UnitedHealth jumped 6.5 percent to $70.55, the most in the Dow. The biggest U.S. health insurer reported second-quarter profit that beat analyst estimates as a Brazilian acquisition and gains in U.S. plans swelled enrollment by 25 percent.
Sherwin-Williams Co. fell 8.3 percent to $167.94. The paint maker’s $2.34 billion bid to acquire Mexican competitor Consorcio Comex SA was rejected by the country’s antitrust regulator, which said the combined company would be able to set artificially high prices.
Intel dropped 3.8 percent to $23.24 for the biggest slide in the Dow. The world’s largest semiconductor maker said late yesterday sales in the current period may miss estimates as a slump in the personal-computer market erodes its largest business.
EBay tumbled 6.7 percent, the most in almost two years, to $53.52. Third-quarter sales will be $3.85 billion to $3.95 billion as e-commerce growth rates in Europe and Korea slow and currencies weaken against the U.S. dollar, the online marketplace provider said. That’s less than the average analyst projection of $3.97 billion.
American Express Co. fell 3.6 percent to $74.01 after the biggest credit-card issuer reported revenue that missed some estimates. The drop extends a two-day decline to 5.4 percent, the most since November 2011, after some analysts said yesterday that a European Commission proposal to cap bank-card fees would crimp profit.
Phone stocks dropped 0.9 percent as a group, for the biggest drop among 10 S&P 500 industries. Verizon Communications Inc. slumped 1.5 percent to $49.97. The second-largest U.S. phone company said the surge in demand for high-speed wireless Internet cut into profit margins and boosted the need for network investments.

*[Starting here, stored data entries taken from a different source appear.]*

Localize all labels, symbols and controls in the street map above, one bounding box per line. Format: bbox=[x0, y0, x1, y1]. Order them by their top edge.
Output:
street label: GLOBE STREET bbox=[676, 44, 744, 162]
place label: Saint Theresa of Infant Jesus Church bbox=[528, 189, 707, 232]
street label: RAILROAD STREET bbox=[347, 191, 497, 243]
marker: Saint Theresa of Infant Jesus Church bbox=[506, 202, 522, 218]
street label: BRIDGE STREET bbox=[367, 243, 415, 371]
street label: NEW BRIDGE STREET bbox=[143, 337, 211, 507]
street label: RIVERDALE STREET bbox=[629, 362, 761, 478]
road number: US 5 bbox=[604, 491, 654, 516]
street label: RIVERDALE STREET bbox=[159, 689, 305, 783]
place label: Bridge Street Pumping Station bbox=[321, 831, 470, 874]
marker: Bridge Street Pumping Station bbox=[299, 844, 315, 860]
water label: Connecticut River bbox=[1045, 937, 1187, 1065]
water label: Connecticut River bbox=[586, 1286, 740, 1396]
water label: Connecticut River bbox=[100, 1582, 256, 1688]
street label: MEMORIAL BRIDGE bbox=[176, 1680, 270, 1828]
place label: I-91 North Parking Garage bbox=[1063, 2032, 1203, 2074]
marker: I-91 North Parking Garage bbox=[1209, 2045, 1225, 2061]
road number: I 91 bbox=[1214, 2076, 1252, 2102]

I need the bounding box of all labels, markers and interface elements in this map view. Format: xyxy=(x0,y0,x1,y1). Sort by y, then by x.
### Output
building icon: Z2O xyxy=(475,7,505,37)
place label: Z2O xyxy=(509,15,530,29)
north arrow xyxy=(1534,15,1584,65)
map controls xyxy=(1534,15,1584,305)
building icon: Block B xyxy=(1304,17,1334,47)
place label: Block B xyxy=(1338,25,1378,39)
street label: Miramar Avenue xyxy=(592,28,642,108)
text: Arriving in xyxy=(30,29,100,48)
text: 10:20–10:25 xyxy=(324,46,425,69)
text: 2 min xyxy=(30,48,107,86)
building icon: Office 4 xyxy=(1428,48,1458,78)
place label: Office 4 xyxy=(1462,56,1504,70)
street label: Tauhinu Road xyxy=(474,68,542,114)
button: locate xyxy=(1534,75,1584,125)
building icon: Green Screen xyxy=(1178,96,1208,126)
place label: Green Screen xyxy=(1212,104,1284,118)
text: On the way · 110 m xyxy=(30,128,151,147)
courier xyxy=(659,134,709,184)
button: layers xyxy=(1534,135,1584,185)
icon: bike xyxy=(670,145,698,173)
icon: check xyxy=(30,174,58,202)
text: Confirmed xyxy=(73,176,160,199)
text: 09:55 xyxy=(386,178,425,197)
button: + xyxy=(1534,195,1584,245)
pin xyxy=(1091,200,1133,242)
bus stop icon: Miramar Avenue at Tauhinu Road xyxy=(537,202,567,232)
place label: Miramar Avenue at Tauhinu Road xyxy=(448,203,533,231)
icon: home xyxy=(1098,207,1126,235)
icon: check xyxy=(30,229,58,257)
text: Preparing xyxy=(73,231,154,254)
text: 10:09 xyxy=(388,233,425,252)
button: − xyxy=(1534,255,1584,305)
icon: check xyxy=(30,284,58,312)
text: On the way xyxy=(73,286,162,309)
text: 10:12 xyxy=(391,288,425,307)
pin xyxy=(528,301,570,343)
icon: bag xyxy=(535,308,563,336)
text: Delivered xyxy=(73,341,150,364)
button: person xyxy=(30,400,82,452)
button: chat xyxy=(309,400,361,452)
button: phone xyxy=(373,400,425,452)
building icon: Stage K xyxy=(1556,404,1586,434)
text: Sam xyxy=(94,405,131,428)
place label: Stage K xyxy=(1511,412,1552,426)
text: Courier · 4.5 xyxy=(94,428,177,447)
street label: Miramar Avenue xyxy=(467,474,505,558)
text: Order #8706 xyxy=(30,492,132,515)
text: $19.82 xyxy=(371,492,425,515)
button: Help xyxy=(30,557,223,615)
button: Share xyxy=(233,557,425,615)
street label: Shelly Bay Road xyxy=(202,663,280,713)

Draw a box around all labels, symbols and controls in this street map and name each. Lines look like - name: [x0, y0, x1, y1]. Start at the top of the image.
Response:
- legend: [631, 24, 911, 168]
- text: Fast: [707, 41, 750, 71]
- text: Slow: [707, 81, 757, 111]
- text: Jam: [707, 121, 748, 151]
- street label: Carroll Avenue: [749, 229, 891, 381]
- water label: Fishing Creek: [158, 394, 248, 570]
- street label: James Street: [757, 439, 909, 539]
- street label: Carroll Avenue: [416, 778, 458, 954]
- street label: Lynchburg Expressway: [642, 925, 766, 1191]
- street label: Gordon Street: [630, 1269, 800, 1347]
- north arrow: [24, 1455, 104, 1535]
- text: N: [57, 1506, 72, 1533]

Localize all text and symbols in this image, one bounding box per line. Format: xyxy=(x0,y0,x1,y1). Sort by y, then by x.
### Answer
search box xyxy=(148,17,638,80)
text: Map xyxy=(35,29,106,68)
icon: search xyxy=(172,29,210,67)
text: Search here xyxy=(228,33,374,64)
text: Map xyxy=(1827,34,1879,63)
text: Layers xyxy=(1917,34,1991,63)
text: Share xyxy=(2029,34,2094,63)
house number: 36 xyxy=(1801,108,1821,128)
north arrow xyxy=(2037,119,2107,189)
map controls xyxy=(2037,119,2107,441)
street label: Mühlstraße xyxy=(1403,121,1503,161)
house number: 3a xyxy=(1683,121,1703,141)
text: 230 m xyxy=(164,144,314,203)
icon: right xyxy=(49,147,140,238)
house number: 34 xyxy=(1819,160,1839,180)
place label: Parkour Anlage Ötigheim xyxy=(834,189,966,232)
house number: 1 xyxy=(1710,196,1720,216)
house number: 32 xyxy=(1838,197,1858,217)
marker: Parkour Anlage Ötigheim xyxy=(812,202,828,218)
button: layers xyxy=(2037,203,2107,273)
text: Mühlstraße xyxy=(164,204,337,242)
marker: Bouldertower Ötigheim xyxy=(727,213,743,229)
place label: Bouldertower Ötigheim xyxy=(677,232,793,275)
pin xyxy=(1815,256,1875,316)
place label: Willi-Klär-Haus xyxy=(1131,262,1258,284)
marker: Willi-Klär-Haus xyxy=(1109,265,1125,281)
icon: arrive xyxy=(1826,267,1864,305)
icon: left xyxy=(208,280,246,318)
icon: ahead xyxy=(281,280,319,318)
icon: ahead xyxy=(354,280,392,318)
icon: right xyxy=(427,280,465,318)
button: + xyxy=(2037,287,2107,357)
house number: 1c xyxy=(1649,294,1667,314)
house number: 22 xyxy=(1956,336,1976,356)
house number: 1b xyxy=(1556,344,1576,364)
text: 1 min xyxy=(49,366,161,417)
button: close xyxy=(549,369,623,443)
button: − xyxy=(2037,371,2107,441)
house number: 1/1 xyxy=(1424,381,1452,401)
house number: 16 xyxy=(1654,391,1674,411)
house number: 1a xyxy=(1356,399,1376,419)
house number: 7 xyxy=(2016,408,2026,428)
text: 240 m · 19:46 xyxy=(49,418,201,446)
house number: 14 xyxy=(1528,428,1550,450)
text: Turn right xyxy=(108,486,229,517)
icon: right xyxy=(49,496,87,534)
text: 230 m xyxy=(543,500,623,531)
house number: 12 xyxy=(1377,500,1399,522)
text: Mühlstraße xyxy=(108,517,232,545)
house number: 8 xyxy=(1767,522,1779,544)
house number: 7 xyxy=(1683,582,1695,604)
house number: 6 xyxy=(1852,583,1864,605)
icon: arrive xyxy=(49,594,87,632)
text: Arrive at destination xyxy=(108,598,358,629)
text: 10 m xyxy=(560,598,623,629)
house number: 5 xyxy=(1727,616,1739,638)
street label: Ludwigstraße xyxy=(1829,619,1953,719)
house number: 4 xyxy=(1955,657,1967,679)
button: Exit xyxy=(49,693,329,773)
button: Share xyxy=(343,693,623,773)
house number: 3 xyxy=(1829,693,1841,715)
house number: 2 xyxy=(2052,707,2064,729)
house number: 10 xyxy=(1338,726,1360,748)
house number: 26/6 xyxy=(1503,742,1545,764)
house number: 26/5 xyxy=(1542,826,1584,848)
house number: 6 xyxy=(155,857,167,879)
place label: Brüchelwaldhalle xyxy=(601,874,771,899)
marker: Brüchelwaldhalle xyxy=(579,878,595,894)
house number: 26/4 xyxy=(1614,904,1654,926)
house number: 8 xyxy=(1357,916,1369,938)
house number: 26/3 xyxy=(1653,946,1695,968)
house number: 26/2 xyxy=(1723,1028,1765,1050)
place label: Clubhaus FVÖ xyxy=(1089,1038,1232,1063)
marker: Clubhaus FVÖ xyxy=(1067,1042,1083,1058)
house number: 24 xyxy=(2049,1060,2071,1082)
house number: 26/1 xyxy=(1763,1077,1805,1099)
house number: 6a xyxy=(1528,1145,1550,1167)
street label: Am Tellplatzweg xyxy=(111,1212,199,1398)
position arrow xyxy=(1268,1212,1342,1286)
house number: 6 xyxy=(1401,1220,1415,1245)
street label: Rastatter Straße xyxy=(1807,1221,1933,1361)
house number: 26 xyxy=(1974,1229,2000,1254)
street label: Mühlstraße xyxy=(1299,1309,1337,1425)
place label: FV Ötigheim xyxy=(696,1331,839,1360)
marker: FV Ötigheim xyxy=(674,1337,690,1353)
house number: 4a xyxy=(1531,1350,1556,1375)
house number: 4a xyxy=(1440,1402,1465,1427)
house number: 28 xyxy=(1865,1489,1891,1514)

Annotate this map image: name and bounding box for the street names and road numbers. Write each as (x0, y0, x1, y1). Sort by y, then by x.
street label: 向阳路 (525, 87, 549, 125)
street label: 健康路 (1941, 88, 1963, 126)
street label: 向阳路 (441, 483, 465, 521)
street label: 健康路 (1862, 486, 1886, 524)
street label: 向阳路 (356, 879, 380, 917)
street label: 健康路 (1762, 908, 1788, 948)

Amphenol Corp. plunged 9.7 percent to $76.35 for the biggest drop in the benchmark gauge. The maker of fiber-optic connectors and other telecommunications equipment for companies such as Apple Inc. cut its profit and sales forecasts for the year.
Celgene Corp. declined 2.6 percent to $133.05 after saying it will stop a late-stage trial of its Revlimid drug for treatment of leukemia in elderly patients because of the number of deaths in the study.